If a purposeful symbolism fostering democracy does not flourish, symbolism will still exist but will be dictated by Madison Avenue rather than by pursuivants or philosophers. Golden arches beckon the hungry, insurance policies are decorated with the Rock of Gibraltar, and automobiles are adorned with wildcats-in-profile. Companies and government departments change their logos as they seek to firm up their identity, and so do countries.(43) The recent changes in sovereignty have meant numerous changes in political symbolism. During the upheavals following the end of the Cold War, many of the former Communist-dominated states were forced to seek a new symbolic vocabulary. The world has provided quite enough excitement in recent decades to produce changes in official symbolism that will keep scholars occupied for many years to come.

The jettisoning of the trappings of the old regimes seems to bear out the contention of the anthropologist Victor Turner, who writes, "In my view it is no accident that this jangama or mystical rhetoric, charged with oxymora and metaphora, is very often characteristic of movements of egalitarian, popular protest during liminal periods of history when social, economic and intellectual structures showing great stability and consistency over long periods of time begin to show signs of breaking up and become objects of questioning both in structural and anti-structural terms."(44) In short, there is a symbiotic relationship between symbols and politics, and the change in one should signal the change in the other. As social upheavals continue to occur, new icons are created and old ones are discredited or rehabilitate. One of the first acts of any new state is to adopt new symbols. In some cases the "new" symbols are taken from non-governmental sources.

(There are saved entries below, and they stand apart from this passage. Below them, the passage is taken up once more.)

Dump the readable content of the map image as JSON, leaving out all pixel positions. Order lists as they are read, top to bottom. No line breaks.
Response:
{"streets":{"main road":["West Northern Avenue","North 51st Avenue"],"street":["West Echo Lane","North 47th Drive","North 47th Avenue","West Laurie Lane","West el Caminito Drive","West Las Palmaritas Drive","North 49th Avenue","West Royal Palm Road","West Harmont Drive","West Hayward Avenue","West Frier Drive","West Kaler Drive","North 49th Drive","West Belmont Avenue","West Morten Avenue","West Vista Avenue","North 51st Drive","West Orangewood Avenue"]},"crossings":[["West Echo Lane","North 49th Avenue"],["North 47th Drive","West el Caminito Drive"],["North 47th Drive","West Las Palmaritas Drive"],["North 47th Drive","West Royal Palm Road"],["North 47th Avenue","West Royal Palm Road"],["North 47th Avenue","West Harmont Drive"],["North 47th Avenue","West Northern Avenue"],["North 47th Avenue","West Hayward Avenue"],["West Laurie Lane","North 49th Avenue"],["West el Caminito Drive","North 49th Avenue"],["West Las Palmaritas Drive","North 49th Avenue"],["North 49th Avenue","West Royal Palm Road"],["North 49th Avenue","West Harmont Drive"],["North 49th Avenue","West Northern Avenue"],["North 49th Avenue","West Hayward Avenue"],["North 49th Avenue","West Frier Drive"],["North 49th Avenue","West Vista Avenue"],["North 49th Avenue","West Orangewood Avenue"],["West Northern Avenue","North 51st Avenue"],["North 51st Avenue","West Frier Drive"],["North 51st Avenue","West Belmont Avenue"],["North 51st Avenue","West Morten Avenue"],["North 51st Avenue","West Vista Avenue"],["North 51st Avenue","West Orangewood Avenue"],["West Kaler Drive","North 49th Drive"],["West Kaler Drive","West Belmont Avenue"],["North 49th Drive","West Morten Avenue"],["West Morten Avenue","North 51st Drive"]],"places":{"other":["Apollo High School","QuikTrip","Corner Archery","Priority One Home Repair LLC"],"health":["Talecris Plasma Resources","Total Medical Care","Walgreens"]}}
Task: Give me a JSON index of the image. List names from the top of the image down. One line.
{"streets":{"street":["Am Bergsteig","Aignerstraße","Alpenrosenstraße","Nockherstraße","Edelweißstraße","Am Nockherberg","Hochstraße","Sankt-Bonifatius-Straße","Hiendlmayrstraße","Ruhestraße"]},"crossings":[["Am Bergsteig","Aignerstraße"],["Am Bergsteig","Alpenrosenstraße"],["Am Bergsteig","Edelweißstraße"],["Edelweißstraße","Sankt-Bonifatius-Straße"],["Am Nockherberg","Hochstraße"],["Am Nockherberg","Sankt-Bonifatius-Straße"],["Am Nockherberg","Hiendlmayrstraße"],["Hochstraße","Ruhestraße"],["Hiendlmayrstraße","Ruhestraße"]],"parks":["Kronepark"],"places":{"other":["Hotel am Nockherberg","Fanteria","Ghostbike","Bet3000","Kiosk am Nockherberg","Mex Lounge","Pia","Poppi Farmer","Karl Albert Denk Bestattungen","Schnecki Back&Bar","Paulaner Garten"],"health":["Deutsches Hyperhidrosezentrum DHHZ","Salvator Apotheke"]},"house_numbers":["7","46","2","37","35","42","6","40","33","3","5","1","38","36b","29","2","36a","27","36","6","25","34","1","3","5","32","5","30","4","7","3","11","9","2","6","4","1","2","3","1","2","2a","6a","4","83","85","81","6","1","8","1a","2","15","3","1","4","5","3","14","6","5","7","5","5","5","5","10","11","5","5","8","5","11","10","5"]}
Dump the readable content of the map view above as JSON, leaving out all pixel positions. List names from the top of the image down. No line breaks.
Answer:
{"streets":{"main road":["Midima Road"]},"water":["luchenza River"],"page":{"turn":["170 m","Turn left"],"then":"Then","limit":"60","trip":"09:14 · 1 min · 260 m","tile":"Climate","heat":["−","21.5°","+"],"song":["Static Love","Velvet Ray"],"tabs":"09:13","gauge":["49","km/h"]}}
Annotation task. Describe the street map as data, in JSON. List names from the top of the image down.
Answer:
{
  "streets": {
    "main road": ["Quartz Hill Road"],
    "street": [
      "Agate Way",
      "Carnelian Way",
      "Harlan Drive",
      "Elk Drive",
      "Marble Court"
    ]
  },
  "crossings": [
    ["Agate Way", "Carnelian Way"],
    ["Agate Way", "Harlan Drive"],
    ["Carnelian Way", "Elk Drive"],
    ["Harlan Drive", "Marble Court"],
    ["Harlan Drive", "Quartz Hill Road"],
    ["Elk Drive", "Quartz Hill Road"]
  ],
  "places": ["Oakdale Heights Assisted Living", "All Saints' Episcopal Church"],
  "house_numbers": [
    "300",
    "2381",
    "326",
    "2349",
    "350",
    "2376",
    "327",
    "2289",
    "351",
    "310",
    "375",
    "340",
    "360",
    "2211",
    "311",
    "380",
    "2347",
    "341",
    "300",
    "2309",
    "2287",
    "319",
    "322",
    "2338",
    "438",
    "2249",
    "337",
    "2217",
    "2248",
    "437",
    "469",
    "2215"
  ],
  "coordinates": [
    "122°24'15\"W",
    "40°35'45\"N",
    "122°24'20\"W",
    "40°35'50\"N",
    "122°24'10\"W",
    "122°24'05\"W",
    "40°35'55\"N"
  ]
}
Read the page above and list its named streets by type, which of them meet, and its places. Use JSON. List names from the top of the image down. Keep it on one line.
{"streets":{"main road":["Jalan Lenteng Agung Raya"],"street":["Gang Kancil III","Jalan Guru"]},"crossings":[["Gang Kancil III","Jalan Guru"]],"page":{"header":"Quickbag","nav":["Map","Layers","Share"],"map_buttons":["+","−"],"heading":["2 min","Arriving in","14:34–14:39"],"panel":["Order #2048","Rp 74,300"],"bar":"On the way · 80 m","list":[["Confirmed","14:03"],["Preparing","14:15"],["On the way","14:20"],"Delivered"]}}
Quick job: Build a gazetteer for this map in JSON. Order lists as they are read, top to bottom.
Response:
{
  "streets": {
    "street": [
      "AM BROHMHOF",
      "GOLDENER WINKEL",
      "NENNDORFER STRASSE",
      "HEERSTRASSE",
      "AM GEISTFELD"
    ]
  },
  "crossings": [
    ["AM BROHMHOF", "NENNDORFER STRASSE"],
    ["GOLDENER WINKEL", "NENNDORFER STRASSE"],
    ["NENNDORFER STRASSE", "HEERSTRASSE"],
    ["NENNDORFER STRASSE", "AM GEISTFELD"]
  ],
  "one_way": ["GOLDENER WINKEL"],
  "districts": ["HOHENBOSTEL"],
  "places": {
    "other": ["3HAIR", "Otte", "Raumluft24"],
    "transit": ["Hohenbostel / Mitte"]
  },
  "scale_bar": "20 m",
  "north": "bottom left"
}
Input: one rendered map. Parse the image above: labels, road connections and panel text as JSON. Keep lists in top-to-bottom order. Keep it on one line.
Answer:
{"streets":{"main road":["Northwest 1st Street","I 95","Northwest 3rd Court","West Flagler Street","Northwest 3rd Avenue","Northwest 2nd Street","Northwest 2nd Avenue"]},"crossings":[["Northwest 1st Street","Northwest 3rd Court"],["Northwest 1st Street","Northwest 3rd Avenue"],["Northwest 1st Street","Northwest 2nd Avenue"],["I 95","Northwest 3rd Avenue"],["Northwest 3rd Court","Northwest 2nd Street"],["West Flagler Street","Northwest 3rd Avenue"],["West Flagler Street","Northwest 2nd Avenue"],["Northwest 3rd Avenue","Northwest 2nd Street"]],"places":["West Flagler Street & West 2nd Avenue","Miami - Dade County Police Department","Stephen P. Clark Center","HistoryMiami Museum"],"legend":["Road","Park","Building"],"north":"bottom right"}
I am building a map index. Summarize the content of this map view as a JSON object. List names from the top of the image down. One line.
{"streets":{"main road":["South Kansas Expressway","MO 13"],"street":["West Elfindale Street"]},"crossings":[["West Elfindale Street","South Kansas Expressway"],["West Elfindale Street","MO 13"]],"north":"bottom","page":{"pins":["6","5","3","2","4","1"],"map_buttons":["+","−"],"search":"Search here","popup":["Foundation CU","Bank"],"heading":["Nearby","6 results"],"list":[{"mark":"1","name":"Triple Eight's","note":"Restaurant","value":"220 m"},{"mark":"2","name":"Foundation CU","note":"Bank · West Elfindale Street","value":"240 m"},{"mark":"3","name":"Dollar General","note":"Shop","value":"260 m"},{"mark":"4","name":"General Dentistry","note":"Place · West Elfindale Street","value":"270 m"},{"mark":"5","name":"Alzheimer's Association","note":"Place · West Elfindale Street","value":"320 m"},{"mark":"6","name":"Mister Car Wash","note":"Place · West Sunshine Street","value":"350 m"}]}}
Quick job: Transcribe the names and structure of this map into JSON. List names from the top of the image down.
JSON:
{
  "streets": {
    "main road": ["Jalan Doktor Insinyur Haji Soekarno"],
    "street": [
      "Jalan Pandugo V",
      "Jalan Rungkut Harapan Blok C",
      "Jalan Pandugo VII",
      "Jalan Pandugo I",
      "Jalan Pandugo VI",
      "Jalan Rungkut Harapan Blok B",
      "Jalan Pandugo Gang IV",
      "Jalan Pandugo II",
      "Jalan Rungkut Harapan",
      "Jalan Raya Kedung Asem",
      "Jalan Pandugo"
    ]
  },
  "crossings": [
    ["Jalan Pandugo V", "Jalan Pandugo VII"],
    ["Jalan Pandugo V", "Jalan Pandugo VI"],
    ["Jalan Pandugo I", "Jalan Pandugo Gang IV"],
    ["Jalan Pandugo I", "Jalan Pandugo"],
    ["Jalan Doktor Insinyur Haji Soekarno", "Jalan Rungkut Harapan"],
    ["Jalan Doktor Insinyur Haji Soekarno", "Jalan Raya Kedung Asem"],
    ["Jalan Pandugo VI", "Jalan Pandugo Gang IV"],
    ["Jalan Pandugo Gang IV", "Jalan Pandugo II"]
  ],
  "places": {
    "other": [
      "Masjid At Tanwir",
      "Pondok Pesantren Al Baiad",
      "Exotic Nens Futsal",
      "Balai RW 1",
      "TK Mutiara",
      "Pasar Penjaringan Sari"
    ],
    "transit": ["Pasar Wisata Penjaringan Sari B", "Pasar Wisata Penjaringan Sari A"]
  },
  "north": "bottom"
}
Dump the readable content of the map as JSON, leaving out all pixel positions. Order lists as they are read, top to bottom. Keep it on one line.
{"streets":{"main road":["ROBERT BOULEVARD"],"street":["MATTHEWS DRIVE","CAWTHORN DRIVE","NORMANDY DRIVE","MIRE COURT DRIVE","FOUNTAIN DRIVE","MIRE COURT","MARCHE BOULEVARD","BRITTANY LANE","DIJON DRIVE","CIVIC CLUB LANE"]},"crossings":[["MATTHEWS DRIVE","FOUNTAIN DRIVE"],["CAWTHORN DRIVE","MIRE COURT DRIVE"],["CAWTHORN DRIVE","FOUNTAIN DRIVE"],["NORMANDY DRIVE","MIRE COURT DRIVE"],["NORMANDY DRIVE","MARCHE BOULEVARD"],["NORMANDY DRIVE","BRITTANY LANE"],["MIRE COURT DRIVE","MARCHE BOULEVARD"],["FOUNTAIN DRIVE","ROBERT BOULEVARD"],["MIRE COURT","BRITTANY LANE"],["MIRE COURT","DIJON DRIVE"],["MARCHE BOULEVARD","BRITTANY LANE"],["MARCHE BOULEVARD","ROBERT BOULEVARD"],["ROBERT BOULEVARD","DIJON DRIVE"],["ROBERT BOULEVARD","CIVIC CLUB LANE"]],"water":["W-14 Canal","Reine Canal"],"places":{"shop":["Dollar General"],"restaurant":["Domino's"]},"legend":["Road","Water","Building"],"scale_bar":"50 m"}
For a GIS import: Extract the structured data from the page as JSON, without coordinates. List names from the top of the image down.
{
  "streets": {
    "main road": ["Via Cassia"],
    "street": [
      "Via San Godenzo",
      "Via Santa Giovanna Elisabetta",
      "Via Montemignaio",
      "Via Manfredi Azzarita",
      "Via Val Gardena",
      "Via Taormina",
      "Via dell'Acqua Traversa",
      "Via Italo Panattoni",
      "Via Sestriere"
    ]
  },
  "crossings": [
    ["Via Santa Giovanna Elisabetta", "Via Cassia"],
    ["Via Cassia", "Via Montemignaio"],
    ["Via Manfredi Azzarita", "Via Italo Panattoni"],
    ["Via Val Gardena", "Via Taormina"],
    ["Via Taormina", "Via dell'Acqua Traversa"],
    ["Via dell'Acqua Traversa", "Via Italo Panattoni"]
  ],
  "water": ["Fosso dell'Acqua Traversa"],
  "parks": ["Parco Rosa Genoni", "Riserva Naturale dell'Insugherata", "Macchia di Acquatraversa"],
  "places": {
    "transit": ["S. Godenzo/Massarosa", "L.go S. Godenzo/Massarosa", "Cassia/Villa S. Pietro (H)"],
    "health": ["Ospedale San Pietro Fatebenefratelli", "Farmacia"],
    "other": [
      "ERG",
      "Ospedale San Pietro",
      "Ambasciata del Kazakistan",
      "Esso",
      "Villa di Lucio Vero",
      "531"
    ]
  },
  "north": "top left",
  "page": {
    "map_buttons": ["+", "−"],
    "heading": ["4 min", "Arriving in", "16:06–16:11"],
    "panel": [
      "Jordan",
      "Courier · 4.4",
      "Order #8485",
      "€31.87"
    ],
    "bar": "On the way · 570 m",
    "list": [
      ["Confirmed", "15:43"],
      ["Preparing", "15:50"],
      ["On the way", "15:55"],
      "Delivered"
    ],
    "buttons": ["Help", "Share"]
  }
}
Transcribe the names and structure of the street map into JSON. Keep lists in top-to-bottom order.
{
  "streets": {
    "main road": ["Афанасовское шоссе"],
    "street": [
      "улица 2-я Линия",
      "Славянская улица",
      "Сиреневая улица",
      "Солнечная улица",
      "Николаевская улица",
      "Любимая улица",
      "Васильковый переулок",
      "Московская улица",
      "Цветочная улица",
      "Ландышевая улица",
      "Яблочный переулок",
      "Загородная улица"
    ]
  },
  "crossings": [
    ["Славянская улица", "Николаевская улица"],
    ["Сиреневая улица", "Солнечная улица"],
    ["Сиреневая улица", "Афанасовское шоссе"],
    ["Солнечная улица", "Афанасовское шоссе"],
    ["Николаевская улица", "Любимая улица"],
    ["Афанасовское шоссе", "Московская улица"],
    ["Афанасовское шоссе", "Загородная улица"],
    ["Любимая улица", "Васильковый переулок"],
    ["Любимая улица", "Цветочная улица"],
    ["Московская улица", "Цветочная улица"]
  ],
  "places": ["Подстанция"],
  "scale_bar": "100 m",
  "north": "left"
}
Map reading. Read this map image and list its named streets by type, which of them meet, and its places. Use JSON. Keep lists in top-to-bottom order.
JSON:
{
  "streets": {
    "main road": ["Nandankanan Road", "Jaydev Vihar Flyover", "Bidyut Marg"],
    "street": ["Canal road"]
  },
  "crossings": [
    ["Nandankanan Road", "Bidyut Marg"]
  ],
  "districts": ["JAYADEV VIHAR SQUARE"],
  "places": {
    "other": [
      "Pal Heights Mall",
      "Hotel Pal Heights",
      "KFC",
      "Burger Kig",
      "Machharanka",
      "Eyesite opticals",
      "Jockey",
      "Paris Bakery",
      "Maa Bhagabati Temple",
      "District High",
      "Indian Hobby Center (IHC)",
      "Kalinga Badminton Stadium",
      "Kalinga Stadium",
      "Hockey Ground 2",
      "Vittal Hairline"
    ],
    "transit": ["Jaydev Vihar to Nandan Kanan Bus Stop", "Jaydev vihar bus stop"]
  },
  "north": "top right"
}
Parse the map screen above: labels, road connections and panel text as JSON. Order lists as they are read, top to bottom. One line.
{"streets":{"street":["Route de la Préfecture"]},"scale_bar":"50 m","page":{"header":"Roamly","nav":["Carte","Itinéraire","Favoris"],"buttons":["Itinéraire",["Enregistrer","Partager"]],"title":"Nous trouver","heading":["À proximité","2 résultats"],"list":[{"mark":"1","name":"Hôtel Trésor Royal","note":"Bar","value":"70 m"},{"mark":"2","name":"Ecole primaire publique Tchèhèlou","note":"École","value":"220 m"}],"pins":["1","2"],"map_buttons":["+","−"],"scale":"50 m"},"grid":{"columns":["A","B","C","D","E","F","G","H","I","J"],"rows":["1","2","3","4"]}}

Voegelin was conscious of the inadequacy of political theory in light of the chaotic events of the twentieth century. The assertions that this or that political philosophy provided a permanent and universal answer to the human predicament was viewed unsympathetically by him. His position as described by Kenneth Keulman was that "..theories are tested and found lacking -- defeated either by the diversity of human behavior or by our inability to step outside our own social class and culture. Consequently we promote socially constrained systems as universal truth."(45) Democratization to survive involves a re-investing of objects with meaning. "...a practical present is, in part, composed of objects - artifacts and utterances - which are recognized to have survived from a near or a more distant past and are ready to be recalled from where they lie in the present, to be noticed, enjoyed or employed for what they may be made to mean or for whatever they may be worth in respect of current practical engagements."(46)

With the end of the Cold War, dissolution of the Soviet Union, and other chaotic events of recent years, Voegelin's perception of the connection between disorder and philosophy becomes particularly significant. "So long as the symbols forged out of the experience of luminosity retain a basic believability," writes McAllister, "one feels no compulsion to explore the subject. When, however, the social and political conditions fracture the symbols of order (which merge as products of a particular historical condition), the individual begins to feel the disorder in his soul."(47)

One need not totally embrace Voegelin's philosophy to appreciate that his arguments are important for debate about democratization. His view that "to be an authentic political philosopher one must also be a mystic"(48) will be difficult for some to accept, although mysticism has in his sense of the word has a strong strain of tolerance rather than of theosophy, but his warning that man's historical experience includes spiritual experience appropriately reinforces and adds a significant dimension to concerns about the dangers of considering democracy without discussing political culture.(49) As the new millennium approaches, reservations about economic materialism and technological ruthlessness -- "modernity without restraint" -- seem well in order.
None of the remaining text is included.